The term sounds like something's overdue. It's not. It's just the standard way hourly teams get paid, and understanding how it works can save you a lot of headaches around payroll, cash flow, and keeping your team informed.

Pay in arrears, explained in plain English

Pay in arrears means your team gets paid after they complete their work, not before. Here's what you need to know up front:

  • Pay in arrears means: work happens first, payment follows, usually 1 to 2 weeks later
  • Most common schedules: weekly (52 pay periods/year), biweekly (26), or monthly (12)
  • It's not a late payment: as long as you hit your state's deadline, you're in the clear
  • Biggest benefit: you pay for actual hours worked, no guessing, no corrections on the next check
  • New hire timing: most first paychecks arrive 1 to 2 weeks after the start date, depending on your schedule
  • The alternative: current pay requires estimating hours before the period ends, which creates more work and more errors

What does pay in arrears mean?

Pay in arrears means employees receive payment after a work period ends, not during it, and not before it.

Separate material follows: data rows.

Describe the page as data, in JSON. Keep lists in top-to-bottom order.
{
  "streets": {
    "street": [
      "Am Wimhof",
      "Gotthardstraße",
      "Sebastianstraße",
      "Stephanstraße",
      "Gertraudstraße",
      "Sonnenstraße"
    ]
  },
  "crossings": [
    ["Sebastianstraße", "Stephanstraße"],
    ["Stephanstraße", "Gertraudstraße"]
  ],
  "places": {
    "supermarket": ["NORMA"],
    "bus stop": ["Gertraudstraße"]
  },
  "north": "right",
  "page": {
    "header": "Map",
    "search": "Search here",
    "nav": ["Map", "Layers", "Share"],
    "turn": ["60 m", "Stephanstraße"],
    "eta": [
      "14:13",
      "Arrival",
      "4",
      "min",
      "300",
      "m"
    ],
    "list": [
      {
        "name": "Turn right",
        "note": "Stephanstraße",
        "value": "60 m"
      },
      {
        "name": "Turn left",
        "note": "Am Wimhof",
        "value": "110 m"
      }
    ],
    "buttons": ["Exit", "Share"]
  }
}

Here's the simplest version: your cashier works Monday through Sunday. You process payroll on Monday. They get paid Friday. Those hours are behind you before the check goes out. That's pay in arrears in action.

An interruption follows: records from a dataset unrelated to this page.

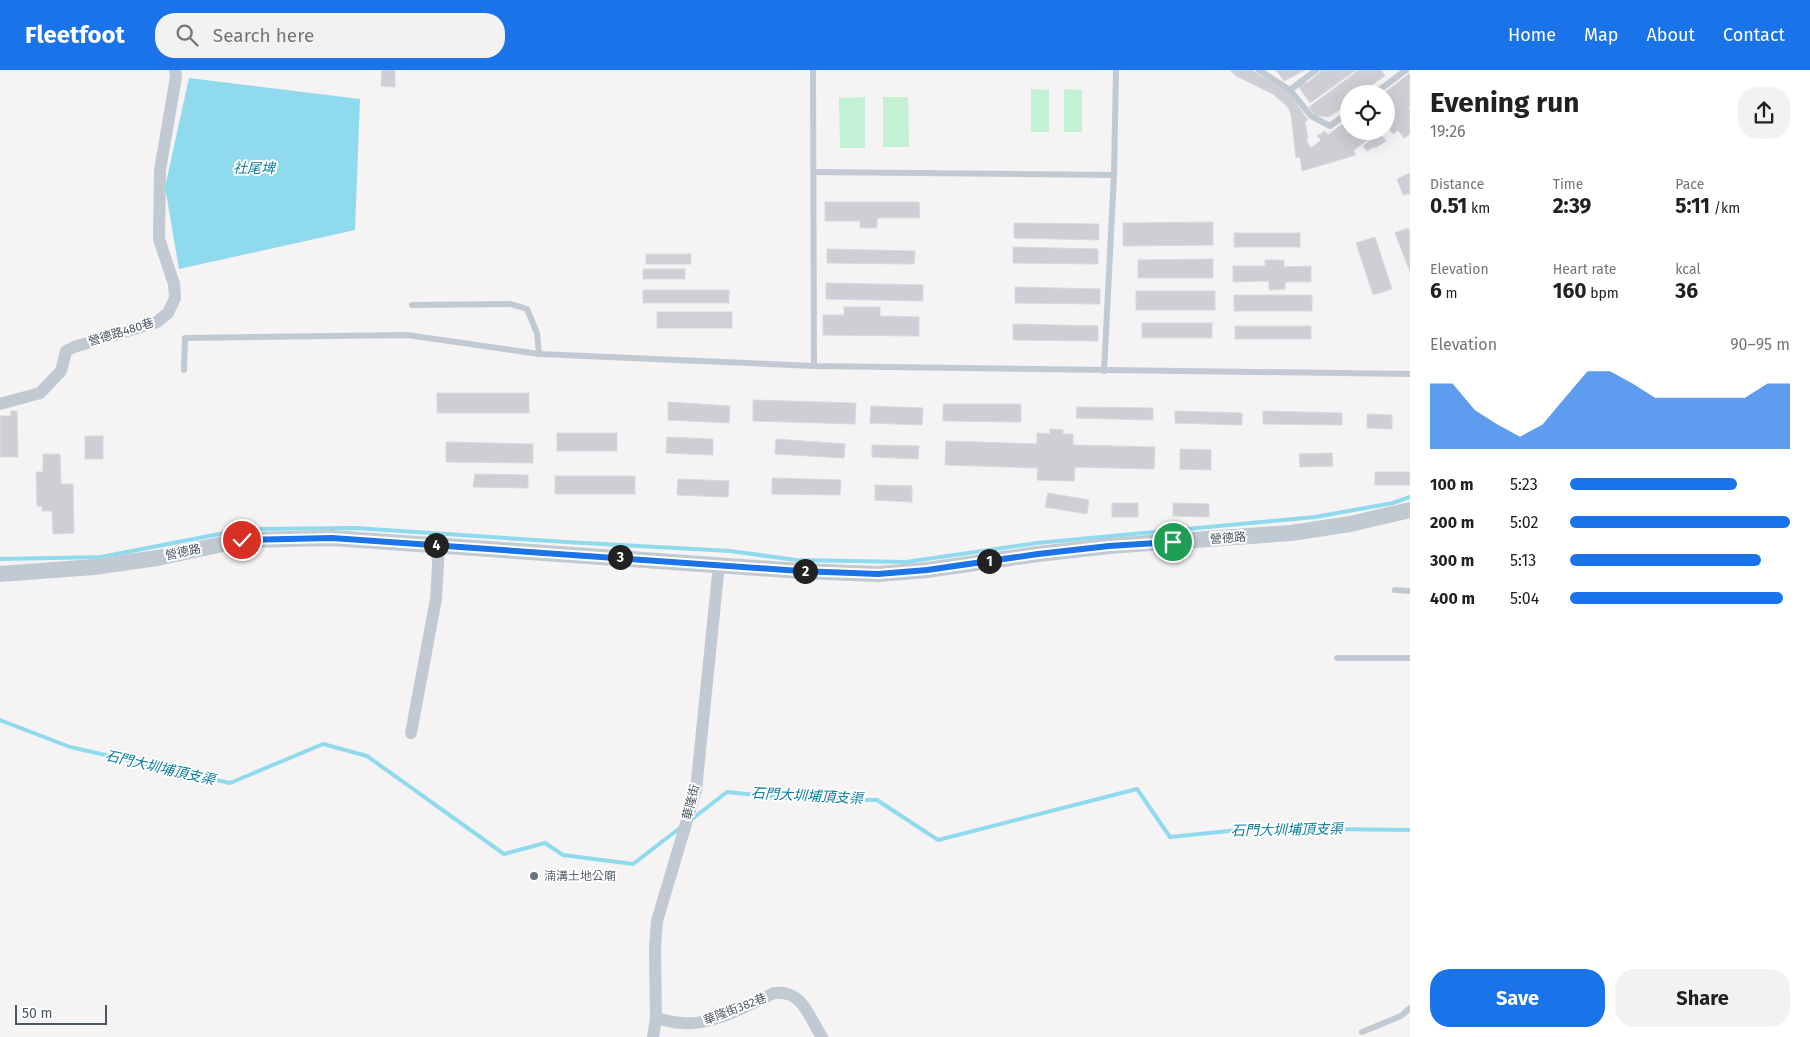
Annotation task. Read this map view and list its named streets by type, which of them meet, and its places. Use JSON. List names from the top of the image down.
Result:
{
  "streets": {
    "street": [
      "營德路480巷",
      "營德路",
      "華隆街",
      "華隆街382巷"
    ]
  },
  "crossings": [
    ["營德路", "華隆街"],
    ["華隆街", "華隆街382巷"]
  ],
  "water": ["社尾埤", "石門大圳埔頂支渠"],
  "places": ["湳溝土地公廟"],
  "scale_bar": "50 m",
  "page": {
    "header": "Fleetfoot",
    "search": "Search here",
    "nav": [
      "Home",
      "Map",
      "About",
      "Contact"
    ],
    "heading": ["Evening run", "19:26"],
    "stats": [
      ["Distance", "0.51 km"],
      ["Time", "2:39"],
      ["Pace", "5:11 /km"],
      ["Elevation", "6 m"],
      ["Heart rate", "160 bpm"],
      ["kcal", "36"]
    ],
    "chart": ["Elevation", "90–95 m"],
    "list": [
      {
        "name": "100 m",
        "note": "5:23"
      },
      {
        "name": "200 m",
        "note": "5:02"
      },
      {
        "name": "300 m",
        "note": "5:13"
      },
      {
        "name": "400 m",
        "note": "5:04"
      }
    ],
    "pins": [
      "4",
      "3",
      "1",
      "2"
    ],
    "buttons": ["Save", "Share"],
    "scale": "50 m"
  }
}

The word "arrears" is what trips people up. Outside of payroll, it usually means something's overdue, like a missed mortgage payment or a past-due invoice. In payroll, it just means delayed by design. You're not late. You're following the same standard every major payroll provider is built around.

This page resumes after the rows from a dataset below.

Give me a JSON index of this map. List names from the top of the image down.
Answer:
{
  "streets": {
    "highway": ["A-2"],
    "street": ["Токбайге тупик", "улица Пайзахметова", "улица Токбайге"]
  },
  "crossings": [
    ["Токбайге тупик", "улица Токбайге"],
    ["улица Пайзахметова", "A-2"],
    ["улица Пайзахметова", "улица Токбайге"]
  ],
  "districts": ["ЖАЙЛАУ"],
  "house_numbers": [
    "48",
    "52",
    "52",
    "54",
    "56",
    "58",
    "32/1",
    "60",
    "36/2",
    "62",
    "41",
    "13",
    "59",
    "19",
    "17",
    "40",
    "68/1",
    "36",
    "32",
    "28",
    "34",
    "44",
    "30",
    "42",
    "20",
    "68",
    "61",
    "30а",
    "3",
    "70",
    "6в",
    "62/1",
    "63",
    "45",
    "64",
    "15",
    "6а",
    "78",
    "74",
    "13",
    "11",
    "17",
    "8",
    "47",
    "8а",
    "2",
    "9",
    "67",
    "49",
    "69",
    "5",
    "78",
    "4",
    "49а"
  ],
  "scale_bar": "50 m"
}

For hourly teams especially, it makes total sense. You can't calculate exact pay before the work is done. Tips need to be counted. Overtime only becomes clear at the end of the week. Sick days happen. Paying after the fact means you pay accurately.

Pay in arrears vs. current pay

These two methods come down to one question: do you pay based on hours already worked, or hours you expect to be worked?

How current pay works

With current pay, you process payroll during the work period, sometimes even before it's over. That means estimating hours. If someone calls in sick on the last day of the period, you've already paid them for a full shift. Now you're adjusting the next check to claw it back. Your team is confused. You're doing math twice.

Current pay works fine for salaried employees on a set schedule. For hourly teams with variable hours, tips, and overtime? It creates a mess. Payroll errors are common when estimates don't match reality, and fixing them costs time you don't have.

Why most small businesses choose pay in arrears

Pay in arrears uses real numbers. The period closes, you count the hours, you run payroll. No estimates. No true-ups. No awkward "we overpaid you last week" conversations.

It's also the only way to handle tips accurately. Credit card tips don't settle until the next business day. Cash tips need counting at the end of the shift. If you run a restaurant or any tipped business, current pay isn't really a workable option.

That's where accurate time tracking matters. When every clock-in, break, and clock-out is captured automatically, you know your hours are right before you ever run payroll. Homebase does this automatically, so by the time you're ready to pay, the math is already done.

How pay in arrears works: weekly, biweekly, and monthly

The mechanics are the same across schedules: work first, pay after. The timeline just changes.

One week in arrears

Your team works Monday through Sunday. You process payroll Monday through Tuesday. They get paid Friday. Work January 1 to 7, get paid January 12. Simple and predictable. Most hourly businesses run this way, and it fits naturally with a weekly payroll setup.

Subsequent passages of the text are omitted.